New diagnoses for two types of skin cancer increased in recent years, according to a Mayo Clinic-led team of researchers.
Their paper, published today in Mayo Clinic Proceedings, uses medical records from the Rochester Epidemiology Project to compare diagnoses of basal cell carcinoma and squamous cell carcinoma ─ both nonmelanoma skin cancers ─ between 2000 and 2010 to diagnoses in prior years.
The Rochester Epidemiology project is a medical records linkage system and research collaborative in Minnesota and Wisconsin.
Age, sex lead to different diagnoses
The researchers report that, between 2000 and 2010, squamous cell carcinoma (also called cutaneous squamous cell carcinoma) diagnoses increased 263 percent, and basal cell carcinomas increased 145 percent.
They compared the 2000-2010 period to two other segments of time: 1976-1984 and 1985-1992.
Women 30-49 experienced the greatest increase in basal cell carcinoma diagnoses; whereas, women 40-59 and 70-79 experienced the greatest increase in squamous cell carcinomas.
Men had an increase in squamous cell carcinomas between the first and second time period studied (1976-1984 and 1985-1992), but experienced a slight decline in the 2000-2010 period.
However, for basal cell carcinomas, men over 29 showed similar increases in diagnoses in the 2000-2010 period than the two earlier periods.
Tanning: Beautifying or death-defying?
“We know that the sun and some artificial sunlight sources give off skin-damaging ultraviolet, or UV, rays,” says Christian Baum, M.D., a Mayo Clinic dermatologist and the study’s senior author.
“This skin damage accumulates over time and can often lead to skin cancer.”
“Despite the fact that sunscreens and cautionary information have been widely available for more than 50 years, we saw the emergence of tanning beds in the 1980s, and tanning – indoors or out – was a common activity for many years.”
Although Dr. Baum notes that tanning has slowed, tanning beds still exist, and beaches will never be empty. But what people should remember is that the damage accumulates, he says, and “eventually those blistering sunburns of your youth and hot, reddened skin, and peeling shoulders of your adulthood can add up to one or more skin cancers.”
The authors also reported that shifts in exposure to UV light may be the reason for a location shift in where the cancer tumors are found.
In the earlier time periods, both basal cell and squamous cell carcinomas were diagnosed more often on the head and neck.
But, in the most recent time period, the records showed that basal cell tumors on the torso increased, as did squamous cell carcinomas on the arms and legs.
Dr. Baum says that the risk of cancer should provide the ultimate argument for using sunscreen – every day, year-round on all exposed skin.
“Use sunscreen,” says Dr. Baum. “This includes on your left arm for those who do a lot of driving. UV rays can penetrate car windows and exposed skin ─ even when the sun isn’t shining.”

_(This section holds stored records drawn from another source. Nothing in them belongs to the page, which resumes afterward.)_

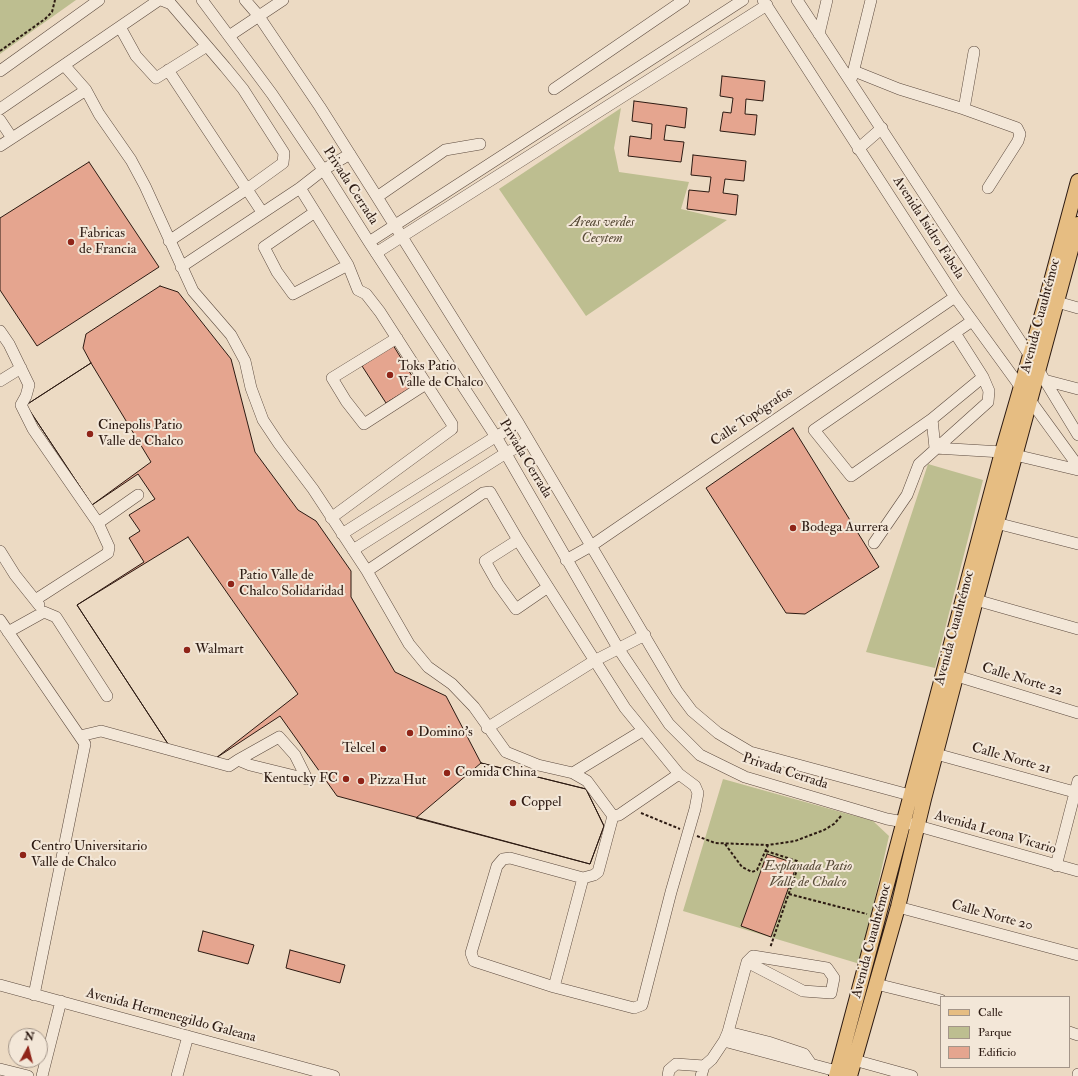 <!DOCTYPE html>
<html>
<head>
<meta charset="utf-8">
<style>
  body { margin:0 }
  #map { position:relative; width:1078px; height:1076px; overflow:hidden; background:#ecdac3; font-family:"IM FELL Double Pica",serif }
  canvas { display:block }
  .legend { position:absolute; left:940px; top:996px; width:130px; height:72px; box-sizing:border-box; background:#f3e7d8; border:1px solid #a39589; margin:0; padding:5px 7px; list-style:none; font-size:12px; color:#2c1a12 }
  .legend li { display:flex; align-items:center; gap:8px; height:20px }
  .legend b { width:20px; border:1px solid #a39589 }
  .north { position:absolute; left:8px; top:1028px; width:40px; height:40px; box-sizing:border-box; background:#f3e7d8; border:1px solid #a39589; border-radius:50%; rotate:7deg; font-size:11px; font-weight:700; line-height:16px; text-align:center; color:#2c1a12 }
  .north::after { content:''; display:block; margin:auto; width:14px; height:18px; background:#8f2418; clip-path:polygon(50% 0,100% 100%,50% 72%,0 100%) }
</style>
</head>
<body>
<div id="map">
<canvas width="1078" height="1076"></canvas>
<ul class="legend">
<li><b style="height:5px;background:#e6bd82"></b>Calle</li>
<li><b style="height:11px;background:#bdbe90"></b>Parque</li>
<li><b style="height:11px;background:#e5a58f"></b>Edificio</li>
</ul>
<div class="north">N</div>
</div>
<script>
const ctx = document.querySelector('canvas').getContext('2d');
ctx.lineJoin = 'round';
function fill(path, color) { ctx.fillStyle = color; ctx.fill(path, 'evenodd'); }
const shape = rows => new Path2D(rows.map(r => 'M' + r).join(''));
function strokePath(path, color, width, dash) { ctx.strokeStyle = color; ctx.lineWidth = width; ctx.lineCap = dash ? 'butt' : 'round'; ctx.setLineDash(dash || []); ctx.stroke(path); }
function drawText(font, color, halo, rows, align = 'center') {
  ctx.font = font + ' "IM FELL Double Pica",serif'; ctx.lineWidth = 4; ctx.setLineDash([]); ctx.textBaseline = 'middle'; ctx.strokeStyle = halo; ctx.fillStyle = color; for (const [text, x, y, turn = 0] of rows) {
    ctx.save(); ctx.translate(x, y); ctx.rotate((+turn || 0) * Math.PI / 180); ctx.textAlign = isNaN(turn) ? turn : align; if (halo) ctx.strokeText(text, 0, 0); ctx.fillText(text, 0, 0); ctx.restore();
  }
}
const green = shape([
  [0,0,76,0,0,54],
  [621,108,614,148,619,172,689,182,681,209,727,220,586,316,499,189],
  [928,464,983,480,935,668,866,652],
  [723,779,873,821,889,836,860,964,683,911]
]);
const building = shape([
  [722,76,765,81,763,101,746,99,745,114,757,115,755,135,720,131,723,112,731,113,733,98,720,96,722,76],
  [634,101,687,108,685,128,666,125,664,140,684,142,681,162,628,156,630,136,651,139,652,124,632,121,634,101],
  [693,155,746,161,744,181,725,179,723,193,738,195,736,215,687,209,689,190,709,192,711,177,691,175,693,155],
  [89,162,159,267,37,346,0,290,0,218,89,162],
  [160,286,178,292,231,359,255,452,298,510,316,521,351,571,351,597,395,672,446,696,481,763,586,789,604,826,590,864,337,796,280,716,216,758,170,747,77,605,144,562,129,538,140,531,129,515,155,499,138,474,92,505,26,405,91,363,83,348,86,334,160,286],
  [393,345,417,384,386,403,362,366,393,345],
  [91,363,151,462,92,505,26,405,91,363],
  [793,428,879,567,805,614,786,613,706,488,793,428],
  [188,537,298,694,216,758,170,747,77,605,188,537],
  [481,763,586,789,604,826,590,864,416,818,481,763],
  [767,854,797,864,771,937,741,926,767,854],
  [203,931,254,945,248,964,198,951,203,931],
  [290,950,345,965,340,983,286,968,290,950]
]);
const path = shape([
  [0,51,45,19,52,12,55,0],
  [641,813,680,829],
  [697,836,715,843,768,845,795,841,824,830,834,824,841,816],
  [725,844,742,867,752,872,757,870,768,845],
  [766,851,797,861,799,864,770,948],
  [789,894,867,914]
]);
const minor = shape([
  [161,0,171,4,225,67,243,89,284,153,283,163,247,189,169,241],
  [202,0,272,94,328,177,369,242,498,440,618,648,669,724,700,755,745,777,887,819,904,822,1078,871],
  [245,0,258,15,320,107,377,197,519,424,677,691,692,711,718,733,750,752,917,797],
  [763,0,955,297,1078,466],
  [797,0,1030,356,1078,435],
  [120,27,136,56,156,78,207,46],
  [819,34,827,0],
  [229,36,283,0],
  [64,65,159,0],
  [168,70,262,212],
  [0,71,99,0],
  [854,71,899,89,964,109,1017,128,1020,134,1018,141,988,188],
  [852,77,871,0],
  [554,89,684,0],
  [0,109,64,65,86,90,99,114,131,160,145,186,193,291,231,335,245,361,251,388,263,420,279,444,313,489,367,571,409,644,428,667,452,684,474,707,506,752,538,765,573,773,587,781,613,816,598,872,594,875,583,878,510,858,503,859,497,866,471,953,474,961,554,987,634,1008,642,1005,671,892,695,809,698,793,695,786,679,774,625,708,518,540,490,492,483,493,367,571],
  [964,109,974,52],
  [0,120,12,138],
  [0,146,86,90],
  [858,149,882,128],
  [300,188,348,265,358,290,366,294,380,312,452,424,452,429,331,518],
  [377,197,445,150,480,144],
  [315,212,264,247,277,272,293,294,348,265],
  [369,242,743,0],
  [376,253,767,5],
  [181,267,300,188,323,170,350,154],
  [1057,302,1078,308],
  [0,331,9,344,29,385,26,396,21,405,33,429,98,523,109,547,108,553,35,600],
  [397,338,332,378,346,401,364,424,426,384],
  [1044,380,1078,389],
  [0,381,21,368],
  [932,419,851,476,814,430,972,321],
  [935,448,932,419,983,377],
  [935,448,1002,452],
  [1015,455,1078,470],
  [98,523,138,495],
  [996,523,1078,544],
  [342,534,495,437,519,424],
  [518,540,485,561,498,584,516,609,548,587],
  [874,543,907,495,919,464,988,402,989,391,983,377,955,333],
  [353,550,506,453,529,441],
  [0,551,15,575,39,605],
  [566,560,591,546,955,297],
  [976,600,1078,629],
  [0,620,85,744,34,995],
  [8,632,44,612,56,617,107,696],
  [957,676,1078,713],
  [487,728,594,661,645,635],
  [80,736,101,731,229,766,238,760,250,765,307,779],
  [936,754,1078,793],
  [238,760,279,737,295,755,307,779],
  [573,773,642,731],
  [613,816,619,815,679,774],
  [1056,866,1078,781],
  [898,907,1078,955],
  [876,984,941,1000],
  [0,985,334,1076],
  [554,987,583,878],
  [728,1032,747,962,753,956,827,968,834,978,831,993,803,991,747,962],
  [1069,1032,1078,1035],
  [725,1039,728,1032,768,1042,804,1054,811,1064],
  [854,1060,912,1076],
  [0,1069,28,1076],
  [42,1076,61,1001],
  [177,1076,188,1036],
  [668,1076,669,1070,676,1064,704,1066,712,1059,724,1041,844,1073],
  [701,1076,704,1066],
  [1078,1076,1078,1074]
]);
const major = shape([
  [836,1076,1002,452,1046,300,1078,181],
  [850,1076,898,907,924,799,976,600,1078,224]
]);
const markers = [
  [71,242,4,"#8f2418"],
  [390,375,4,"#8f2418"],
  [90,434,4,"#8f2418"],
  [793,528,4,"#8f2418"],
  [231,584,4,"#8f2418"],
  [187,650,4,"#8f2418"],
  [410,733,4,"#8f2418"],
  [383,749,4,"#8f2418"],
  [447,773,4,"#8f2418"],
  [346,779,4,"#8f2418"],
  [361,781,4,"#8f2418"],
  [513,803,4,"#8f2418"],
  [23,855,4,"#8f2418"]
];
const streetNames = [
  ["Privada Cerrada",350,186,57],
  ["Avenida Isidro Fabela",928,228,57],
  ["Avenida Cuauhtémoc",1041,316,-75],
  ["Calle Topógrafos",752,417,-34],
  ["Privada Cerrada",525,459,59],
  ["Avenida Cuauhtémoc",955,628,-75],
  ["Calle Norte 22",1022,680,17],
  ["Calle Norte 21",1011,759,16],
  ["Privada Cerrada",785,772,18],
  ["Avenida Leona Vicario",995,833,16],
  ["Calle Norte 20",992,916,15],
  ["Avenida Cuauhtémoc",872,941,-75],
  ["Avenida Hermenegildo Galeana",171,1016,15]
];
const parkNames = [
  ["Areas verdes",602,223],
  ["Cecytem",602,239],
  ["Explanada Patio",808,867],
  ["Valle de Chalco",808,883]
];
const poiNames = [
  ["Fabricas",79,234],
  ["de Francia",79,250],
  ["Toks Patio",398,367],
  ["Valle de Chalco",398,383],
  ["Cinepolis Patio",98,426],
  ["Valle de Chalco",98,442],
  ["Bodega Aurrera",801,528],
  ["Patio Valle de",239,576],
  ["Chalco Solidaridad",239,592],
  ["Walmart",195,650],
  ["Domino's",418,733],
  ["Telcel",375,749,"right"],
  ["Comida China",455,773],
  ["Kentucky FC",338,779,"right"],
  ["Pizza Hut",369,781],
  ["Coppel",521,803],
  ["Centro Universitario",31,847],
  ["Valle de Chalco",31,863]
];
fill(green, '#bdbe90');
fill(building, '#e5a58f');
strokePath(building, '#2c1a12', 1);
strokePath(minor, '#5c4a3e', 12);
strokePath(major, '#2c1a12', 16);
strokePath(path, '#2c1a12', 2, [3, 2]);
strokePath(minor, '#f3e7d8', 11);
strokePath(major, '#e6bd82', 14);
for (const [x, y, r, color] of markers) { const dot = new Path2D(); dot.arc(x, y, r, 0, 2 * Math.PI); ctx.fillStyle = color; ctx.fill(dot); strokePath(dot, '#f3e7d8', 1.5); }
drawText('14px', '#2c1a12', '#f3e7d8', streetNames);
drawText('italic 14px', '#584b38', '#f3e7d8', parkNames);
drawText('14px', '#2c1a12', '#f3e7d8', poiNames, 'left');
</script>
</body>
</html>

“UV rays bounce around under the clouds, off the snow, buildings, and more, causing damage ─ even on gray days.”
More on the data
Using the Rochester Epidemiology Project medical records linkage system, the research team was able to identify nearly all of the Olmsted County, Minnesota, adult residents who received an initial diagnosis of the most common nonmelanoma skin cancers — basal or squamous cell carcinoma (or both), during the 2000-2010 period and the comparison years.

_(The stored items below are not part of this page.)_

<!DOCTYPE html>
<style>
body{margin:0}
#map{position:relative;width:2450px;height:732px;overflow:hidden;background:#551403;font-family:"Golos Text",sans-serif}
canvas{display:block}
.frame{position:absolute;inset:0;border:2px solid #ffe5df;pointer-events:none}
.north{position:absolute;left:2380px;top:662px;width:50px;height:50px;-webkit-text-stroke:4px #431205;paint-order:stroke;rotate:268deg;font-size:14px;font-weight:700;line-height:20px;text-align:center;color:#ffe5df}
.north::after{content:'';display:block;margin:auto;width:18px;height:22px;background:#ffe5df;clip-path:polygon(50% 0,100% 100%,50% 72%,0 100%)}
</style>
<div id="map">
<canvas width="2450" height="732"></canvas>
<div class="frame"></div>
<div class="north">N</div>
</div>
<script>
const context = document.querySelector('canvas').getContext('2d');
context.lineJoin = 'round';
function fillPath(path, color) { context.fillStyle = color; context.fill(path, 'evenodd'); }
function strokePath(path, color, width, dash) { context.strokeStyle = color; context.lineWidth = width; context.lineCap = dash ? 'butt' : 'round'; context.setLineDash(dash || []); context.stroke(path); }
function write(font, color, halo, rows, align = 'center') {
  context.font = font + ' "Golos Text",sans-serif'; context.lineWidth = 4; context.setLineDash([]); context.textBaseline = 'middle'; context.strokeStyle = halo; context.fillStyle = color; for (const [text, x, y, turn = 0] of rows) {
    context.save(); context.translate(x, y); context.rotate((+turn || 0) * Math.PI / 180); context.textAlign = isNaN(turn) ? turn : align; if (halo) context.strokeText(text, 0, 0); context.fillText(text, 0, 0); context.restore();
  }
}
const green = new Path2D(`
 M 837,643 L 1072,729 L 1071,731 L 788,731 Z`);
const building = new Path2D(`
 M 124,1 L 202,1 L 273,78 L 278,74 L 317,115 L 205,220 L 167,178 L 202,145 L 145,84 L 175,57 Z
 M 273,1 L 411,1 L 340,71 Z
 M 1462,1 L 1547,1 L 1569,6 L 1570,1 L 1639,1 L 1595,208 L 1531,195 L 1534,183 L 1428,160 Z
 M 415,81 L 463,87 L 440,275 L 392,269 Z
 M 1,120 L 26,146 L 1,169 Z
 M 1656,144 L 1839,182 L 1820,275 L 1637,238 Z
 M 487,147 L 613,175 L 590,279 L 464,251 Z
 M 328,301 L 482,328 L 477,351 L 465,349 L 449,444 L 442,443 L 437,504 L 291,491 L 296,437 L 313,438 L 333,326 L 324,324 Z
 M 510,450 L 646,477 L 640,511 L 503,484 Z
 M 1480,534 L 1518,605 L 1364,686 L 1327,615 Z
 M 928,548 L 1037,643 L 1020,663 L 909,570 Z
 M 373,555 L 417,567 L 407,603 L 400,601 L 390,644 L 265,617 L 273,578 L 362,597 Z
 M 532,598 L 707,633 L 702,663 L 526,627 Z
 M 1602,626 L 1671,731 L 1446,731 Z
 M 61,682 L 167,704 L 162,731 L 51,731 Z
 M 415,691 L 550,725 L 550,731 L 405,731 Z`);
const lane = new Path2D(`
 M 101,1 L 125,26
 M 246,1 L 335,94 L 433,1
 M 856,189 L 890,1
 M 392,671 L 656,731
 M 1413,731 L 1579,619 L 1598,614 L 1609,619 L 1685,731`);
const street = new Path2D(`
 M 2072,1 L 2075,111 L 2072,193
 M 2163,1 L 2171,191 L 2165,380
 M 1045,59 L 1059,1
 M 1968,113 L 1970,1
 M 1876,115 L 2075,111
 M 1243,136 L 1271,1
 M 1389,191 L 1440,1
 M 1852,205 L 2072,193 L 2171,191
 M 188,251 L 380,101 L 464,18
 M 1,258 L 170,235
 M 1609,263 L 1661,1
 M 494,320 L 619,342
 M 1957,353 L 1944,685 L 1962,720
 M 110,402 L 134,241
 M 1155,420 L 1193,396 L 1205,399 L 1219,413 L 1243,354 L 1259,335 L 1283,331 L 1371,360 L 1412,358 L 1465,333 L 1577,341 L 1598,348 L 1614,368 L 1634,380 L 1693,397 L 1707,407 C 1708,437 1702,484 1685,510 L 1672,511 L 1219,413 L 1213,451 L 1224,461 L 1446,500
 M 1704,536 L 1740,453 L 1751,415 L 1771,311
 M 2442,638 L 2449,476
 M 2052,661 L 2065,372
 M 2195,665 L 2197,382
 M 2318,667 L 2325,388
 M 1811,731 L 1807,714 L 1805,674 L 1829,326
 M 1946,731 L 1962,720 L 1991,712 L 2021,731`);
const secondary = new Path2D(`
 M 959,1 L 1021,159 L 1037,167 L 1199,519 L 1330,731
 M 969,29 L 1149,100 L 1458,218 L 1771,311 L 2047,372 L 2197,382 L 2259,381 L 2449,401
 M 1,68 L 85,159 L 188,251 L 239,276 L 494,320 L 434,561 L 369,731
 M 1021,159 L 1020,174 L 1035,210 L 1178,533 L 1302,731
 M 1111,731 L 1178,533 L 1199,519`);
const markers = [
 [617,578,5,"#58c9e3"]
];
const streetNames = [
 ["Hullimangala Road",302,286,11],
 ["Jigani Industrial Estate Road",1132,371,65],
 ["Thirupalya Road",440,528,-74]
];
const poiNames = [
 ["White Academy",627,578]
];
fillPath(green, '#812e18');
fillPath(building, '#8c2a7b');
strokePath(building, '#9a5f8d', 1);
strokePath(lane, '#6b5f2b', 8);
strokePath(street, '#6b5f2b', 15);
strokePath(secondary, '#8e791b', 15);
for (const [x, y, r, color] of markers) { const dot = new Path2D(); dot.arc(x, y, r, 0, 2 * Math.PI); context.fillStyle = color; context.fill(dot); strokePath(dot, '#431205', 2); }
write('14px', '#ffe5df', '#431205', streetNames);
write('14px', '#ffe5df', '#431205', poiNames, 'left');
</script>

“There is no tumor registry for these types of cancer,” says Dr. Baum, “So it is difficult to have accurate estimates of the national or worldwide impact of these cancers.”
“However, because the Rochester Epidemiology Project contains health care information for virtually all residents of Olmsted County since 1966, it provides a good proxy for information on many global population health concerns.”